**Given records**
=======
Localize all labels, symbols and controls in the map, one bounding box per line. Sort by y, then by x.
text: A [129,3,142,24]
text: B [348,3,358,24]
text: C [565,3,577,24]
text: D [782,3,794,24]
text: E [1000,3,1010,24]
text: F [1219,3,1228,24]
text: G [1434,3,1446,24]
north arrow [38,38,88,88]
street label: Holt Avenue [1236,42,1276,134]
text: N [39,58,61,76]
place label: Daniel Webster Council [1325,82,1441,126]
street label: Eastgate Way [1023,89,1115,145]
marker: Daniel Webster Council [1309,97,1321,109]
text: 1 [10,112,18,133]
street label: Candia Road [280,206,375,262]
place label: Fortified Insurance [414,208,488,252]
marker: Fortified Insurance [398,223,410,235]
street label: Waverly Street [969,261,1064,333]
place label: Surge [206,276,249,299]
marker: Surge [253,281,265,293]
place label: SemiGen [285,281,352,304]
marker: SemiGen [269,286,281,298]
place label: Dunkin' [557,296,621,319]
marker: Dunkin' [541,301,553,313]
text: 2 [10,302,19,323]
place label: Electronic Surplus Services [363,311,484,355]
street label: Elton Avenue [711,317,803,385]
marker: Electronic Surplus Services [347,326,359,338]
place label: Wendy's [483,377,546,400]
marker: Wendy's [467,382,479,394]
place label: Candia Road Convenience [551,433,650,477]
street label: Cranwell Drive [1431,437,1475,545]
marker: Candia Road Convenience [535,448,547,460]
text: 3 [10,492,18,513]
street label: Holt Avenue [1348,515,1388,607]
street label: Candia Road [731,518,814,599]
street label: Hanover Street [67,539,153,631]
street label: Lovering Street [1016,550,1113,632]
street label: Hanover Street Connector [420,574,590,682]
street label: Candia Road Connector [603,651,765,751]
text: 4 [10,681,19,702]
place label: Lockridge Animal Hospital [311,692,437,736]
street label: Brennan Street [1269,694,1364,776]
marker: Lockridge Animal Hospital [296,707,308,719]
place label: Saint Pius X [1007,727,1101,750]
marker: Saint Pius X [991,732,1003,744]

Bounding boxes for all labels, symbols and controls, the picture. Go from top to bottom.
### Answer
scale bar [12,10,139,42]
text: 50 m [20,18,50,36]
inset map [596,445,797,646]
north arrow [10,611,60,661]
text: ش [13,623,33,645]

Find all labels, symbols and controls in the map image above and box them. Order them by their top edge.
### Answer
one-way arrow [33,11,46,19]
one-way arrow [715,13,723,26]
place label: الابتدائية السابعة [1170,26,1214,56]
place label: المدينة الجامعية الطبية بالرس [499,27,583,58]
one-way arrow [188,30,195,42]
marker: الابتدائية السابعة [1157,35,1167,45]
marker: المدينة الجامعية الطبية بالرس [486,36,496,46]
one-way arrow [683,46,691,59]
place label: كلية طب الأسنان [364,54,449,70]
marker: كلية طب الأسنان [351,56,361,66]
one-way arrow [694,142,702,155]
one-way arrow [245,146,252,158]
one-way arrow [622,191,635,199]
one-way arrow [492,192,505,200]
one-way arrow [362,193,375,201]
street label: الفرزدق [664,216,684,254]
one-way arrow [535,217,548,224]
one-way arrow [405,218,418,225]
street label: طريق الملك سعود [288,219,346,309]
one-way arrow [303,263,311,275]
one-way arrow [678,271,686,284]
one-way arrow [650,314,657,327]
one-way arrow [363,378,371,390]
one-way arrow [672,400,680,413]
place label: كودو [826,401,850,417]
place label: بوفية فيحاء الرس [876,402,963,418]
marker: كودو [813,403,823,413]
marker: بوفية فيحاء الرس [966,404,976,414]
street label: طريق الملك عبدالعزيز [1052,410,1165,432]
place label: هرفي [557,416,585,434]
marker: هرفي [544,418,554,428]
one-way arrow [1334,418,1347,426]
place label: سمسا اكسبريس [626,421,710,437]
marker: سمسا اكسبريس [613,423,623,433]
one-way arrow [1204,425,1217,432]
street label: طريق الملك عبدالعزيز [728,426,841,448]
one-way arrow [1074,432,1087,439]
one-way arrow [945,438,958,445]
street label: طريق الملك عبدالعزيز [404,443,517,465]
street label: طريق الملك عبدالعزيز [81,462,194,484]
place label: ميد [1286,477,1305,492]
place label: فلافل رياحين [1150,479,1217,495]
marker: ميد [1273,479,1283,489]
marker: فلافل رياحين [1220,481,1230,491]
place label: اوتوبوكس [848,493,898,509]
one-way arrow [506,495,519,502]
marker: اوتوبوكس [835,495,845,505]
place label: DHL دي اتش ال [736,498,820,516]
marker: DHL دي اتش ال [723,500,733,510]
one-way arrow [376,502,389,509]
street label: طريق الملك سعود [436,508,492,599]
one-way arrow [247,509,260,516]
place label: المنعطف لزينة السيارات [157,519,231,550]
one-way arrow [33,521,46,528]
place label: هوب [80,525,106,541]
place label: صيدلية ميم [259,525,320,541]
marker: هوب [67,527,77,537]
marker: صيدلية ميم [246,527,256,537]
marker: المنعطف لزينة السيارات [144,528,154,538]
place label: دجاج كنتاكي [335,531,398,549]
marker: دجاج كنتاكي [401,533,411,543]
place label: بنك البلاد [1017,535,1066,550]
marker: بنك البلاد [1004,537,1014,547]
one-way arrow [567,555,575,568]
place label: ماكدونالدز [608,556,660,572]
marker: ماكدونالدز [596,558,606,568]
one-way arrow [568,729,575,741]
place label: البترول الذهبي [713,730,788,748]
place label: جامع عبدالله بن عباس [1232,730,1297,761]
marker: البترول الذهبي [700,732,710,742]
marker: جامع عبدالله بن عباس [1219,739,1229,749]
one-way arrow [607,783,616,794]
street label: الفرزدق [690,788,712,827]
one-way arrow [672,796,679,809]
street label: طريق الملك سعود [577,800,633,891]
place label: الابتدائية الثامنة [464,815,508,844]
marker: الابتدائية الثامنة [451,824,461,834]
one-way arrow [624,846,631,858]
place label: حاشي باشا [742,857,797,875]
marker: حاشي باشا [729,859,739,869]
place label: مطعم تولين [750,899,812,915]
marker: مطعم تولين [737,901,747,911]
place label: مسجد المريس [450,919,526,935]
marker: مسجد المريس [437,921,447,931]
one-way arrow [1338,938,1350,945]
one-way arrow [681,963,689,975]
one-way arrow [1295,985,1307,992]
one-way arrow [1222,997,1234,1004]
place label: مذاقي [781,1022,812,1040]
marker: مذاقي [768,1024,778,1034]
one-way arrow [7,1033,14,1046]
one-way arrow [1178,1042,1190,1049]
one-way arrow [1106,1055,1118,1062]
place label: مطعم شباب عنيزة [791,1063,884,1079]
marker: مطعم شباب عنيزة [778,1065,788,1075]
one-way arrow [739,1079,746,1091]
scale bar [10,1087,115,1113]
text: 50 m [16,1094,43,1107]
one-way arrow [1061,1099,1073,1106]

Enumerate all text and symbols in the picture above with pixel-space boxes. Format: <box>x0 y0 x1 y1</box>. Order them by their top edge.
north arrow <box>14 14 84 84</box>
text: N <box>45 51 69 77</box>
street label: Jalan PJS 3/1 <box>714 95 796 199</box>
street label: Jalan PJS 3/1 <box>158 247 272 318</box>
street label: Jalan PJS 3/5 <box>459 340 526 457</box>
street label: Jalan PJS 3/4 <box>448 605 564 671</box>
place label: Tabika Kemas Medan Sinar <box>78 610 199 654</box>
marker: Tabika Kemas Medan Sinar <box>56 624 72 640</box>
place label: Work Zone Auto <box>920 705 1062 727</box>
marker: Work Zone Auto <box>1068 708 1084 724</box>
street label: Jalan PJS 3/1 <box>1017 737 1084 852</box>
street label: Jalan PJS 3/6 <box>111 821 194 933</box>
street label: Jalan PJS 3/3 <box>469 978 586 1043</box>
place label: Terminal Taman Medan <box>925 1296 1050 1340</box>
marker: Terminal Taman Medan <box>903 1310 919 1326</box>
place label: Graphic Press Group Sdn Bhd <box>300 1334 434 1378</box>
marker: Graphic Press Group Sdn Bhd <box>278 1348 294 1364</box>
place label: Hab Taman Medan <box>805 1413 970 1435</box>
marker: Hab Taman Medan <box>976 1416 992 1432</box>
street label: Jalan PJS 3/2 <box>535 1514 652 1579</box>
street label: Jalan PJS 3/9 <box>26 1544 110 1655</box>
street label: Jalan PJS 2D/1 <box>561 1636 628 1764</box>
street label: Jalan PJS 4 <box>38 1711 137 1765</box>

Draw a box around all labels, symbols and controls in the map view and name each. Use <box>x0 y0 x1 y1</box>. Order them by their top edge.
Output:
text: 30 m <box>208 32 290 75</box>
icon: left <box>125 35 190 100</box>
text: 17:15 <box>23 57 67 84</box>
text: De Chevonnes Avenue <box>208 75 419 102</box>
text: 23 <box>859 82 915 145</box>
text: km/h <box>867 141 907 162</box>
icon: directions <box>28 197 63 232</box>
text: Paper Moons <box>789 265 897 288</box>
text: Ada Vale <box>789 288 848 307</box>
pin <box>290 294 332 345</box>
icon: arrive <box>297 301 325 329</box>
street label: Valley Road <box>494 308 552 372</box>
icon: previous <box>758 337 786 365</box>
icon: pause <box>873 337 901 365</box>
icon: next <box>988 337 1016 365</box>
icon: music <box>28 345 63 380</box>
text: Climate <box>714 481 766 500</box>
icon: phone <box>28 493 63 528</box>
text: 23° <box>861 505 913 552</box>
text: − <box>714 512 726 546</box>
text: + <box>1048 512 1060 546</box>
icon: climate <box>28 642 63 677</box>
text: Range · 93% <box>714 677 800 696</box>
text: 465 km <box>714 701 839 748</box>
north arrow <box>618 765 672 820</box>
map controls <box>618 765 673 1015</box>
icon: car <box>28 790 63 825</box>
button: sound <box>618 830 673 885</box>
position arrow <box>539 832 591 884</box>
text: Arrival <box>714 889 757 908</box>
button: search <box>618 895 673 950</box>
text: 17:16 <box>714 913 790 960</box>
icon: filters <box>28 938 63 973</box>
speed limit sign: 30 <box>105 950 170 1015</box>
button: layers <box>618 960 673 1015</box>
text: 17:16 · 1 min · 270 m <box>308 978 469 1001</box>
=======
**What the task requires**
Make a list of all lines in the data that contain "their".

**Answer box**
Find all labels, symbols and controls in the map image above and box them. Order them by their top edge.
Enumerate all text and symbols in the picture above with pixel-space boxes. Format: <box>x0 y0 x1 y1</box>. Order them by their top edge.
Draw a box around all labels, symbols and controls in the map view and name each. Use <box>x0 y0 x1 y1</box>. Order them by their top edge.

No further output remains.